*Your task:* Filter the entries for the word "text". Copy each line in which it occurs.

*Record set:*
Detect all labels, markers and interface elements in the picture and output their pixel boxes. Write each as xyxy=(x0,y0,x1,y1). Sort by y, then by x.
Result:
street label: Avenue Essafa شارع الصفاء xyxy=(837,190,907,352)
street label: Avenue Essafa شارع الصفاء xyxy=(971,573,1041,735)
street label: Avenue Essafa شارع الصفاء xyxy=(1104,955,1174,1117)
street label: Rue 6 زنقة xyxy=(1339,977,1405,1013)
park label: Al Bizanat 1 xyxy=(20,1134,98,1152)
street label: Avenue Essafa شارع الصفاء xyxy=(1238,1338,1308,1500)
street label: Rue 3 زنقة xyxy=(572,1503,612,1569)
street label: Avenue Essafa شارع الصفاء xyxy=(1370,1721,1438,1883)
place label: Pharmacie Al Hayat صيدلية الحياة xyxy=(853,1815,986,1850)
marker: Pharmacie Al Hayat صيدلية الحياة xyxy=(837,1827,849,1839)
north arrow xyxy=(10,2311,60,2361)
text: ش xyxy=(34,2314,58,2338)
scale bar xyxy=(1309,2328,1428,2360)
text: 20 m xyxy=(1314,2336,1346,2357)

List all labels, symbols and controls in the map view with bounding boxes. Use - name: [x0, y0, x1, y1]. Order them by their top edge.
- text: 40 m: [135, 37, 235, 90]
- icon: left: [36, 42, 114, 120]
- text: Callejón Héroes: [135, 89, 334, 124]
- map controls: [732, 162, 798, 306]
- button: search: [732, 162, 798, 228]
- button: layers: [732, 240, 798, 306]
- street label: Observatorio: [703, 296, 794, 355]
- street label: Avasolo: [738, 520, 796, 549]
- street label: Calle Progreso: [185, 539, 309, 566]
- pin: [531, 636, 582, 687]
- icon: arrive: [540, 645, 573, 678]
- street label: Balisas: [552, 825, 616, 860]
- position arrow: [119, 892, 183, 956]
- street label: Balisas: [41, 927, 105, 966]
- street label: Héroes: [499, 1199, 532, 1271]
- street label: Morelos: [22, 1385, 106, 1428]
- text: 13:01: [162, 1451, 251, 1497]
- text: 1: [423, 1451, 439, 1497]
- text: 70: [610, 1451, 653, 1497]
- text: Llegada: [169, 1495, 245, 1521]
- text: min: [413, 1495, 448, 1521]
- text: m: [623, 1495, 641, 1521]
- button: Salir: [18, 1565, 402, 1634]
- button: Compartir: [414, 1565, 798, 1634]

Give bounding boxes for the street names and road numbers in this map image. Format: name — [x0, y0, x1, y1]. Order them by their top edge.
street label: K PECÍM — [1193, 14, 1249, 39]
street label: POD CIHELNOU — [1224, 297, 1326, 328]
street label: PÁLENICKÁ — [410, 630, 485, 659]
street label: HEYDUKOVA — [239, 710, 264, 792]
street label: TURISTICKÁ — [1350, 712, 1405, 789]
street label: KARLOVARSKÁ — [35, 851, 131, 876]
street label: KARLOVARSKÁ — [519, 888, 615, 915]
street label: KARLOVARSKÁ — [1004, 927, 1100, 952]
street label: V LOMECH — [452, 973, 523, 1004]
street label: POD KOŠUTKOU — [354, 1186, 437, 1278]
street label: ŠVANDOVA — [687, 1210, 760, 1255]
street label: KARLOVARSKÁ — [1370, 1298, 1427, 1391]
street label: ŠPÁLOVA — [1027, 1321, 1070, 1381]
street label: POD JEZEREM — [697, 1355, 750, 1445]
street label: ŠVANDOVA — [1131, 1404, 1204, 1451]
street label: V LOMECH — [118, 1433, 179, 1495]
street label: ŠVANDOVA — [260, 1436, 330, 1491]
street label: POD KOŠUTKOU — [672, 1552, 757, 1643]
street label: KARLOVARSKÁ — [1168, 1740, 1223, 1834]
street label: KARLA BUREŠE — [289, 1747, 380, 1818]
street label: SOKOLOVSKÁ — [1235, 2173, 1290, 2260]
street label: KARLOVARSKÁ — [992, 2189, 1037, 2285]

*Task result:*
text: ش xyxy=(34,2314,58,2338)
text: 20 m xyxy=(1314,2336,1346,2357)
- text: 40 m: [135, 37, 235, 90]
- text: Callejón Héroes: [135, 89, 334, 124]
- text: 13:01: [162, 1451, 251, 1497]
- text: 1: [423, 1451, 439, 1497]
- text: 70: [610, 1451, 653, 1497]
- text: Llegada: [169, 1495, 245, 1521]
- text: min: [413, 1495, 448, 1521]
- text: m: [623, 1495, 641, 1521]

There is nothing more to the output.